The society’s CancerBlast concert, held last April, brought together trumpet virtuoso Jens Lindemann and local musicians for a one-of-a-kind event to raise money for the cancer research being conducted at the University of Lethbridge by Drs. Bryan Kolb (neuroscience) and Olga Kovalchuk (biological sciences).

Their Cancer, Chemotherapy and the Brain project is examining why radiation treatments affect memory, balance and other behaviours. “Chemo brain” affects up to 75 per cent of cancer patients and U of L researchers are working on novel strategies to prevent and mitigate chemo brain to give cancer patients a better quality of life.

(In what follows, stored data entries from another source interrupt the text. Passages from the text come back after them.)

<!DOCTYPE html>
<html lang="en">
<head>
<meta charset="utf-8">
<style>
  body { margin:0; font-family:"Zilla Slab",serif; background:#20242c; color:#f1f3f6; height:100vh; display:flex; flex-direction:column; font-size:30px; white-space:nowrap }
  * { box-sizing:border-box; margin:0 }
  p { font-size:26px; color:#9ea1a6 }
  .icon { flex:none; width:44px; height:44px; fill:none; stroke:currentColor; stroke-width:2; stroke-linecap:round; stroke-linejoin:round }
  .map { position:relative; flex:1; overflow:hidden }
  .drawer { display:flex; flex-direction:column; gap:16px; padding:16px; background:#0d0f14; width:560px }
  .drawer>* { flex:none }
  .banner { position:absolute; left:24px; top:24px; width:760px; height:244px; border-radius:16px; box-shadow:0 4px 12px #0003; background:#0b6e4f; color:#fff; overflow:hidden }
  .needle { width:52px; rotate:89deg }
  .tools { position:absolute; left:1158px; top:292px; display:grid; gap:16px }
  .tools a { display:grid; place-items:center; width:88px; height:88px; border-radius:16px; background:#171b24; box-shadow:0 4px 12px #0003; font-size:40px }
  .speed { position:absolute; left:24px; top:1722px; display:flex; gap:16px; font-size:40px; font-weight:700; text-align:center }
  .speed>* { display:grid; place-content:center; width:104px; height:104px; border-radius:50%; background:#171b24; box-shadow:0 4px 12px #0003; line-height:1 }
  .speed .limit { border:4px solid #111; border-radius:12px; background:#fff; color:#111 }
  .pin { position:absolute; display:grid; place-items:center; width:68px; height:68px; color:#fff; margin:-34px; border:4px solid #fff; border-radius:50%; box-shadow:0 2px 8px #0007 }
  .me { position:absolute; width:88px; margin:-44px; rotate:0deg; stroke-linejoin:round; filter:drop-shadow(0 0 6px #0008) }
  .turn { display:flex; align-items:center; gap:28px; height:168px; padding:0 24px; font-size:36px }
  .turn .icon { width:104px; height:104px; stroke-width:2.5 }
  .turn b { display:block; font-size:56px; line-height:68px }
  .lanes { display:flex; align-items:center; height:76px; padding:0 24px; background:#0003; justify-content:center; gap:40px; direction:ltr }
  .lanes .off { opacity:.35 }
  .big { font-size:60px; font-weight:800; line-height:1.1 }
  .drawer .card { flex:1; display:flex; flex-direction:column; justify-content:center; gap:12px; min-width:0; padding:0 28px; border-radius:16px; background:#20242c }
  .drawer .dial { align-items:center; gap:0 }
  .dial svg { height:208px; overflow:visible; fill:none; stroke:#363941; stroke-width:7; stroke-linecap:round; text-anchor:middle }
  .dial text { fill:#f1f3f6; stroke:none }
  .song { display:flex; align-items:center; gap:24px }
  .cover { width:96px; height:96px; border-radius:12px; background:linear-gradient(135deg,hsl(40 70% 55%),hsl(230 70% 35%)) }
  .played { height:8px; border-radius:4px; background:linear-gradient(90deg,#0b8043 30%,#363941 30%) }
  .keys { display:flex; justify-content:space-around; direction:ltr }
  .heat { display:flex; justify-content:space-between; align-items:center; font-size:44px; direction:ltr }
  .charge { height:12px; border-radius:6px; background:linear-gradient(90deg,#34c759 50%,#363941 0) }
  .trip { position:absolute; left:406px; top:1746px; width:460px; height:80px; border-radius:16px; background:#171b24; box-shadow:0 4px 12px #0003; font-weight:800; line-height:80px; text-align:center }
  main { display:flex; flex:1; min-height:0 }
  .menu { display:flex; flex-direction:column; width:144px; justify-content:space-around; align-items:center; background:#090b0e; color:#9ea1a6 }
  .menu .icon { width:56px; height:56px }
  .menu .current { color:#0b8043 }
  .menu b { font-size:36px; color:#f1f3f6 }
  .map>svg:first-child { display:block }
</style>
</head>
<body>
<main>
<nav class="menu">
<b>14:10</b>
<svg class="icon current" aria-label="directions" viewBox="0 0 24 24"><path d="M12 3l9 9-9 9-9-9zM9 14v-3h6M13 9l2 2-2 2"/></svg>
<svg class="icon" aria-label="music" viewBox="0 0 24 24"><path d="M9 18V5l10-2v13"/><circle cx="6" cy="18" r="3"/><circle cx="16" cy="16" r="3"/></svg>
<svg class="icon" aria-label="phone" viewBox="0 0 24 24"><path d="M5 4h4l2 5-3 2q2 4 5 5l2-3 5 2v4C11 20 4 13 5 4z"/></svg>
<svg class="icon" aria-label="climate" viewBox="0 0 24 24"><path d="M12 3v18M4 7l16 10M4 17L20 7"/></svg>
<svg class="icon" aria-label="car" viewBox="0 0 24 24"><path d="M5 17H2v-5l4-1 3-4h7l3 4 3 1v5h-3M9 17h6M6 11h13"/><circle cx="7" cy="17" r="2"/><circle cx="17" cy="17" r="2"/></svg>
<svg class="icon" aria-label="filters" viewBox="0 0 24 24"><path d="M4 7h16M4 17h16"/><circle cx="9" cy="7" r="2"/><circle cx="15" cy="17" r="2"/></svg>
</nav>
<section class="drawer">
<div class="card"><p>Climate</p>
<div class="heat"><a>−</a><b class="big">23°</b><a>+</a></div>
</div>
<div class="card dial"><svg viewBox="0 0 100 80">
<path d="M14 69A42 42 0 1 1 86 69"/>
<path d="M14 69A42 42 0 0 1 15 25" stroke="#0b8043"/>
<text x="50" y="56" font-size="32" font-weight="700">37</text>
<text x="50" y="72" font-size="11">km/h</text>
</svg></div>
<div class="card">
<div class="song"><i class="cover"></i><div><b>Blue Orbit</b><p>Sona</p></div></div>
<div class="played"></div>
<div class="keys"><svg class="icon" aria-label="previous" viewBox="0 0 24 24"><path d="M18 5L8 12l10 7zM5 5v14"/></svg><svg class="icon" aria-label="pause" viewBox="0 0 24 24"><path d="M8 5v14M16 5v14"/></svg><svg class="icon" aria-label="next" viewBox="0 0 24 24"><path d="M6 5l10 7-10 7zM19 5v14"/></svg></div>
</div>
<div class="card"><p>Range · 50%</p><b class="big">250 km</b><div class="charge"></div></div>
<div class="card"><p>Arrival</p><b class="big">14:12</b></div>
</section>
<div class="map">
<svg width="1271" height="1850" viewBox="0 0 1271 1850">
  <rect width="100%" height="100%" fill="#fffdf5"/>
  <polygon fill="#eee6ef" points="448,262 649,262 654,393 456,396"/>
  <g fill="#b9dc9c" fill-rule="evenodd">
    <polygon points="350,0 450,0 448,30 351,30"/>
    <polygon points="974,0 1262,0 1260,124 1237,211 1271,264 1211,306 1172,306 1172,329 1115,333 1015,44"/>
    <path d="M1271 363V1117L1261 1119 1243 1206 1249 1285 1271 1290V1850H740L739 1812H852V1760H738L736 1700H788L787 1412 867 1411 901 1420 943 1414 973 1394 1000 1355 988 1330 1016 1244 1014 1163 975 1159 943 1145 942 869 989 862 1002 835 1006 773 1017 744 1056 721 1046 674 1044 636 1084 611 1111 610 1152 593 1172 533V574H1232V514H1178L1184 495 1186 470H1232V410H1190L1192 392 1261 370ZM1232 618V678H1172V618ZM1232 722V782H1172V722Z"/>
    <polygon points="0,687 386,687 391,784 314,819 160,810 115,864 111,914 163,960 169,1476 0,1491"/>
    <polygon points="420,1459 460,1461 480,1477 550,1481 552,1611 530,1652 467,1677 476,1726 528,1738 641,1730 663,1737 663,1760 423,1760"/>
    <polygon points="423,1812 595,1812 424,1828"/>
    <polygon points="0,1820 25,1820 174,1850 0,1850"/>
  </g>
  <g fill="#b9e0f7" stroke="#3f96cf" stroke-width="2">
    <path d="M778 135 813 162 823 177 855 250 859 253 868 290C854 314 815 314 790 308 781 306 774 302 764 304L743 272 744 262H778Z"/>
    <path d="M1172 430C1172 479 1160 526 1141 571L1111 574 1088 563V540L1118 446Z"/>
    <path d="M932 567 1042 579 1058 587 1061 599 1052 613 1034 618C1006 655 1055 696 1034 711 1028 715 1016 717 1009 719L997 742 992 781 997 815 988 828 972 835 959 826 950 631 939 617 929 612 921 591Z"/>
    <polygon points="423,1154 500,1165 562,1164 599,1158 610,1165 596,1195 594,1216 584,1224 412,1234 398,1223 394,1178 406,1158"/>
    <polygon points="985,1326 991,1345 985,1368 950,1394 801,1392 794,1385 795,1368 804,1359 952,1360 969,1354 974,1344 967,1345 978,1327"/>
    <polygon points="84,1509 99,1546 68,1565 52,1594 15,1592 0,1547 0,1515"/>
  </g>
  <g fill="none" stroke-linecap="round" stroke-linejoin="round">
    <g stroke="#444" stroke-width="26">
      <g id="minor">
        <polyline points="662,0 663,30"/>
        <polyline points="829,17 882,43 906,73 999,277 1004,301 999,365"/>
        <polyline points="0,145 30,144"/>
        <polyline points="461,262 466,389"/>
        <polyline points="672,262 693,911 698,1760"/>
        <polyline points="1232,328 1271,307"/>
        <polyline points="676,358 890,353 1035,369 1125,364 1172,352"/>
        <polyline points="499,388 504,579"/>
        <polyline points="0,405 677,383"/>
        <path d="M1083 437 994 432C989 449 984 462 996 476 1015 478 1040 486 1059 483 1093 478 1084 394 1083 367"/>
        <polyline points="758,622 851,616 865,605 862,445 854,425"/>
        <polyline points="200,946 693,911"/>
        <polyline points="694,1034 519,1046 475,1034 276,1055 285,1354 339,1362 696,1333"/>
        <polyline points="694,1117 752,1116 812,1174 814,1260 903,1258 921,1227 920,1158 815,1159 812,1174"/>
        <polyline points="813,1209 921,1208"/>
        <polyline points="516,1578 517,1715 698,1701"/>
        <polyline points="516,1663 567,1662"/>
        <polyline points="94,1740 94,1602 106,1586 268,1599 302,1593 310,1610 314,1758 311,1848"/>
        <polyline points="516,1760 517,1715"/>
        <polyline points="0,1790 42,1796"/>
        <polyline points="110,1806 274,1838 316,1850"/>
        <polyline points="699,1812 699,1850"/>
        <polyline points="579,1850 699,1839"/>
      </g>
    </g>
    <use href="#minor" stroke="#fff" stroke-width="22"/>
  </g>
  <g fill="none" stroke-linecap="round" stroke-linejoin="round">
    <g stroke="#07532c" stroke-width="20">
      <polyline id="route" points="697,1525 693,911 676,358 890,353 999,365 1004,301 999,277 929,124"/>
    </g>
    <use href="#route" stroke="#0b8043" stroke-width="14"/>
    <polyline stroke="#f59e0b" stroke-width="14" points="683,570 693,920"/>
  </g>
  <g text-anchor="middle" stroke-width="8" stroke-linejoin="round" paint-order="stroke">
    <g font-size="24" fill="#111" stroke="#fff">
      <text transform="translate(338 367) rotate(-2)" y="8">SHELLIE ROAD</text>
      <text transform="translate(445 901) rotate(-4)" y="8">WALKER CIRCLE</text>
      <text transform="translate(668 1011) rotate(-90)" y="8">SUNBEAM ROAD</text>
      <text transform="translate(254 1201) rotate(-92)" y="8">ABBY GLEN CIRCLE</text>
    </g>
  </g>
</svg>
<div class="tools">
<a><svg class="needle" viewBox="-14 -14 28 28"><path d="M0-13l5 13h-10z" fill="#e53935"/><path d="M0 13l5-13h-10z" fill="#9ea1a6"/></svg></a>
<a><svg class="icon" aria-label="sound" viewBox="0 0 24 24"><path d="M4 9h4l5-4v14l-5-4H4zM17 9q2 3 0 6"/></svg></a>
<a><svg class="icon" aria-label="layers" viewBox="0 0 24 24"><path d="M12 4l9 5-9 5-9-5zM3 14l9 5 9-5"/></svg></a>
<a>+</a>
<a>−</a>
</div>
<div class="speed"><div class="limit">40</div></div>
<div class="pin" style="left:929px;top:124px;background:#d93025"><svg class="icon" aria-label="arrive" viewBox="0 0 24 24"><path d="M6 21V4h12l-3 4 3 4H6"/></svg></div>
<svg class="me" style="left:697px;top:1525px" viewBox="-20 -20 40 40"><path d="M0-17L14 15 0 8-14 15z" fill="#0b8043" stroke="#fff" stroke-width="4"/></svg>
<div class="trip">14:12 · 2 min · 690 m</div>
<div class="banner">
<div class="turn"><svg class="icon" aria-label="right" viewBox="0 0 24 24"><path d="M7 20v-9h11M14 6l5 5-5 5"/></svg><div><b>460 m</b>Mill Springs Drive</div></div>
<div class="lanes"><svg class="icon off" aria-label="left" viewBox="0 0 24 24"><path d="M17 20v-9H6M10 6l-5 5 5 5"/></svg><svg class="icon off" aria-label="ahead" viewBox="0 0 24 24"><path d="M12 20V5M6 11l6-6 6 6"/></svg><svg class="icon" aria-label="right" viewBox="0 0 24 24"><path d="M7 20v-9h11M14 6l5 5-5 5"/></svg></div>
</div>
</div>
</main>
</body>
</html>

The U of L and Hokkai-Gakuen University sign double-degree agreement

The University of Lethbridge and its oldest international partner, Japan’s Hokkai-Gakuen University (HGU), have further cemented their relationship with the recent signing of an agreement that allows HGU students to complete their first two years at their home university followed by two years at the U of L to earn degrees from both institutions.

Hokkai-Gakuen, located in Sapporo, and the U of L have enjoyed 38 years of faculty and student exchanges. More than 70 U of L faculty members have been to HGU as visiting exchange professors and 60 HGU faculty members have visited Lethbridge. Since 1986, almost 300 HGU students have studied at the U of L and almost 220 U of L students have attended HGU.

U of L researchers study the underlying biological processes associated with the development of Alzheimer’s disease

Researchers at the University of Lethbridge will delve further into the basic markers associated with the development of Alzheimer’s disease (AD) thanks to two funding grants.

Dr. Majid Mohajerani, principal investigator, and co-investigators, Drs. Robert Sutherland and Bryan Kolb from the University of Lethbridge, and Dr. David Westaway from the University of Alberta, will primarily use mouse models to understand the underlying biological processes associated with the development of AD.